RECIPE BY:
Olivia Wells
SERVING SIZE:
2 – 4 people
INGREDIENTS:
- 280gm Self raising flour
- 150gm brown sugar
- 1 tsp cinnamon
- 200gm grated carrot
- 150 gm shredded coconut
- 2 eggs
- 200ml Cobram Estate Classic EVOO
- ¼ cup coconut cream
COCONUT CREAM CHEESE:
- 150gm Philadelphia cream cheese, softened
- 100gm LURPAK unsalted butter, softened
- 60ml coconut cream
- 1 cup icing sugar
- 1 cup shredded coconut, toasted (garnish)
- Zest and juice of 1 lemon
METHOD:
- Preheat oven to 180C and lightly grease a 12 hole muffin tray.
- In a large mixing bowl, add the flour, carrot and coconut and mix to combine. Create a well in the middle.
- In a smaller bowl, whisk the eggs, EVOO, sugar and cinnamon. Mix to combine and pour into the well of the larger bowl. Fold ingredients into each other and add coconut cream. Fold until incorporated. Spoon into the muffin holes and place into the oven to bake for 25-30 minutes, or until a skewer inserted in the centre comes out clean. Allow to cool completely.

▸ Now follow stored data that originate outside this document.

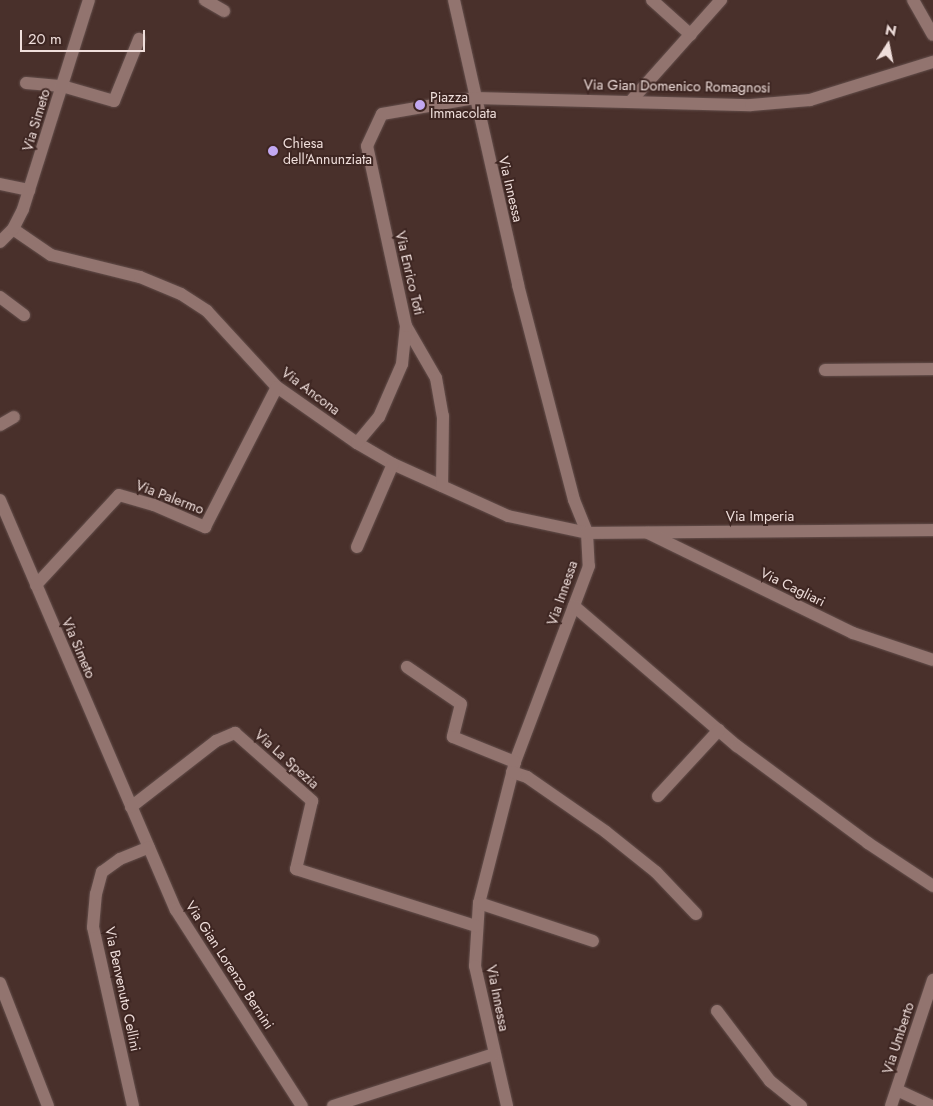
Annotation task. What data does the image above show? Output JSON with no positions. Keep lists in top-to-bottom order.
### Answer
{
  "streets": {
    "street": [
      "Via Gian Domenico Romagnosi",
      "Via Simeto",
      "Via Innessa",
      "Via Enrico Toti",
      "Via Ancona",
      "Via Palermo",
      "Via Imperia",
      "Via Cagliari",
      "Via La Spezia",
      "Via Gian Lorenzo Bernini",
      "Via Benvenuto Cellini",
      "Via Umberto"
    ]
  },
  "crossings": [
    ["Via Gian Domenico Romagnosi", "Via Innessa"],
    ["Via Gian Domenico Romagnosi", "Via Enrico Toti"],
    ["Via Simeto", "Via Ancona"],
    ["Via Simeto", "Via Palermo"],
    ["Via Simeto", "Via La Spezia"],
    ["Via Simeto", "Via Gian Lorenzo Bernini"],
    ["Via Innessa", "Via Ancona"],
    ["Via Innessa", "Via Imperia"],
    ["Via Innessa", "Via La Spezia"],
    ["Via Enrico Toti", "Via Ancona"],
    ["Via Ancona", "Via Palermo"],
    ["Via Ancona", "Via Imperia"],
    ["Via Imperia", "Via Cagliari"],
    ["Via La Spezia", "Via Gian Lorenzo Bernini"],
    ["Via Gian Lorenzo Bernini", "Via Benvenuto Cellini"]
  ],
  "places": ["Piazza Immacolata", "Chiesa dell'Annunziata"],
  "scale_bar": "20 m",
  "north": "top"
}
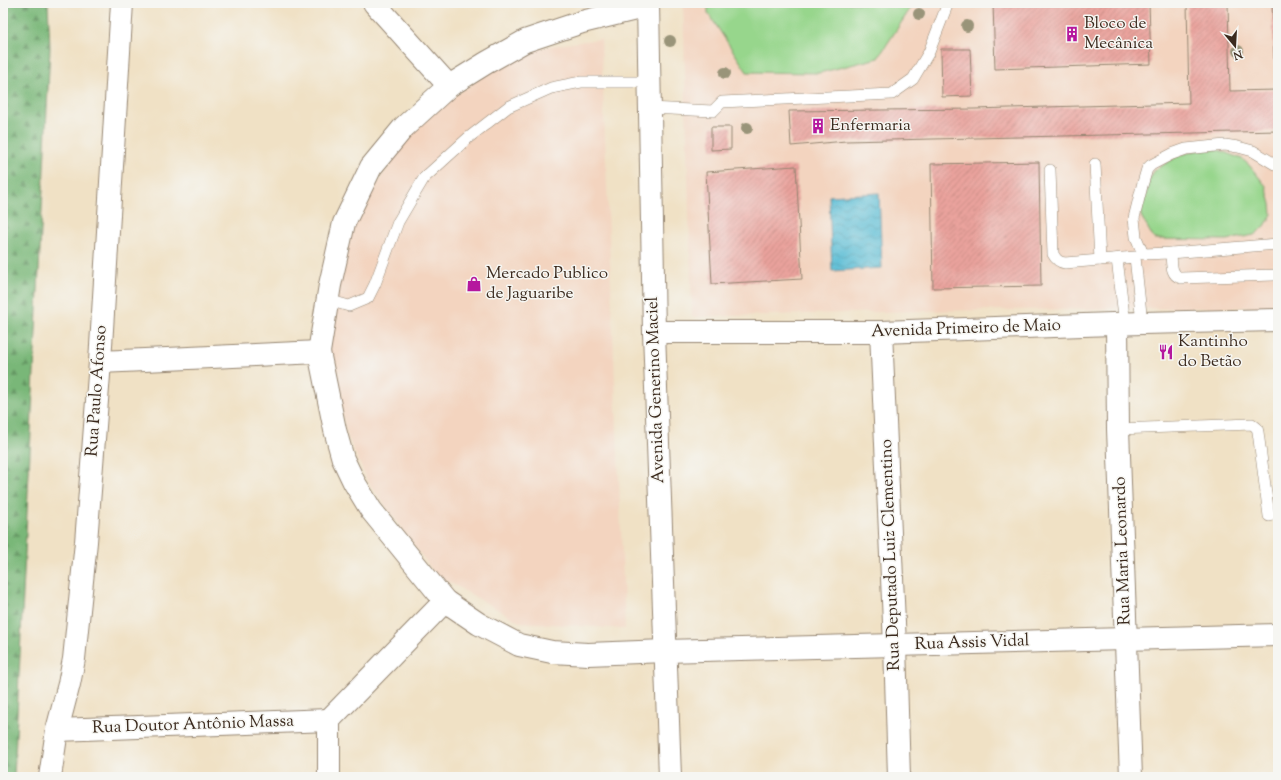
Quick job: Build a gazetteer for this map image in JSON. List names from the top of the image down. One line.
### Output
{"streets":{"street":["Avenida Primeiro de Maio","Avenida Generino Maciel","Rua Paulo Afonso","Rua Maria Leonardo","Rua Deputado Luiz Clementino","Rua Assis Vidal","Rua Doutor Antônio Massa"]},"crossings":[["Avenida Primeiro de Maio","Avenida Generino Maciel"],["Avenida Primeiro de Maio","Rua Maria Leonardo"],["Avenida Primeiro de Maio","Rua Deputado Luiz Clementino"],["Avenida Generino Maciel","Rua Assis Vidal"],["Rua Paulo Afonso","Rua Doutor Antônio Massa"],["Rua Maria Leonardo","Rua Assis Vidal"],["Rua Deputado Luiz Clementino","Rua Assis Vidal"]],"places":{"building":["Bloco de Mecânica","Enfermaria"],"shop":["Mercado Publico de Jaguaribe"],"restaurant":["Kantinho do Betão"]},"north":"bottom"}
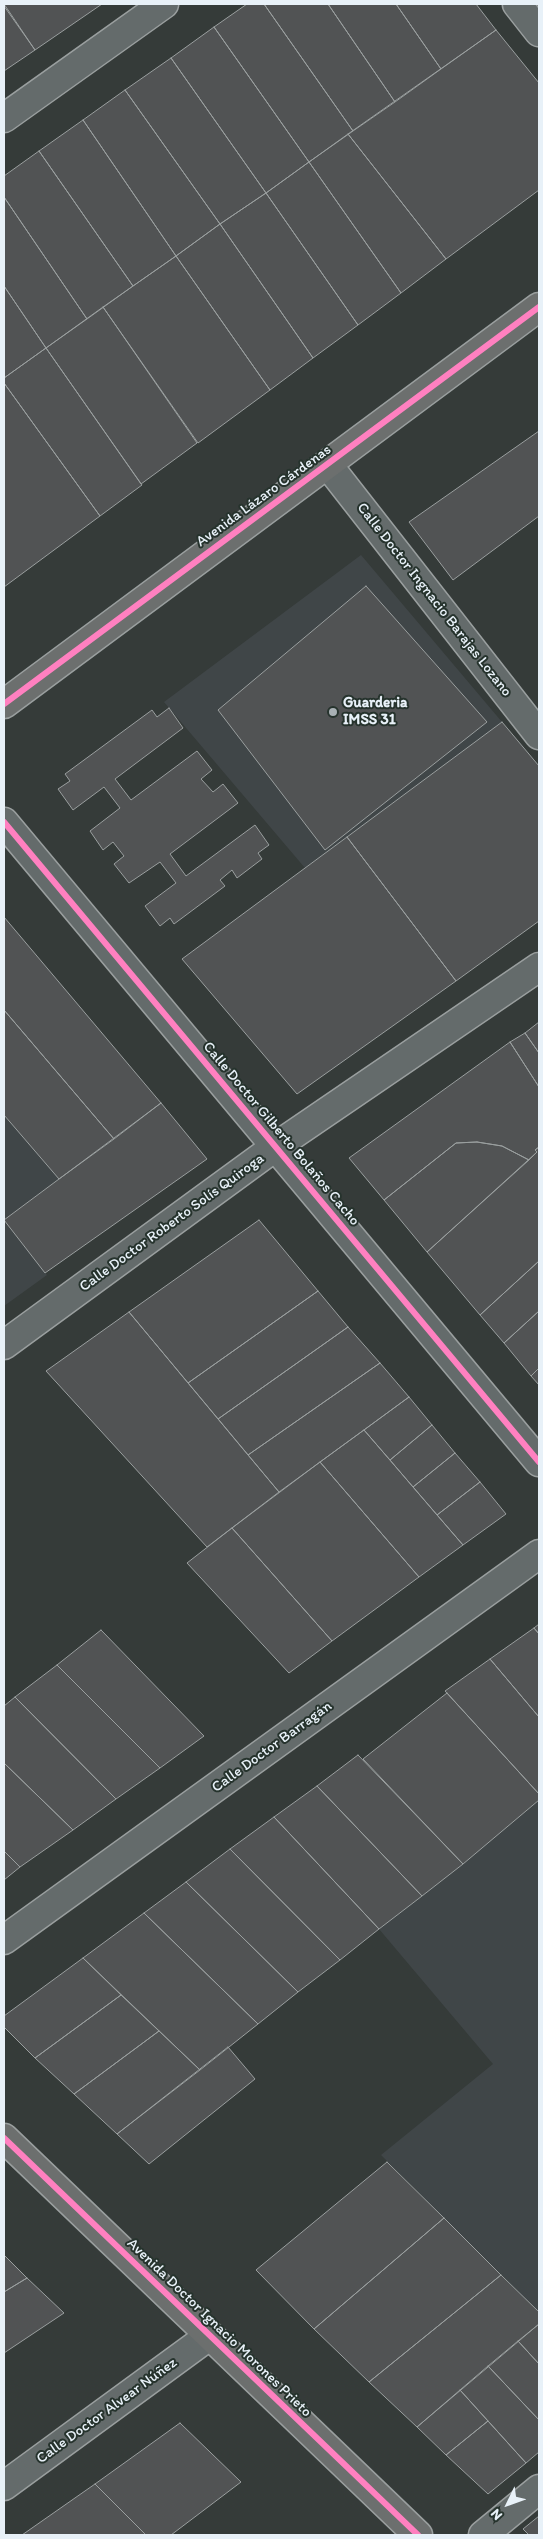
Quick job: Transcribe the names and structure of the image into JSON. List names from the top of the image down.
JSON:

- Meanwhile, make the cream cheese icing. In a mixing bowl using an electric mixer or beaters, beat the cream cheese, butter, lemon juice and zest and coconut cream together to combine. Sift in half of the icing sugar and beat on low to incorporate. Sift in the remaining icing sugar and beat until thickened. Cover and chill in the refrigerator until muffins have cooled completely. Slather on top of each muffin and sprinkle over the shaved toasted coconut.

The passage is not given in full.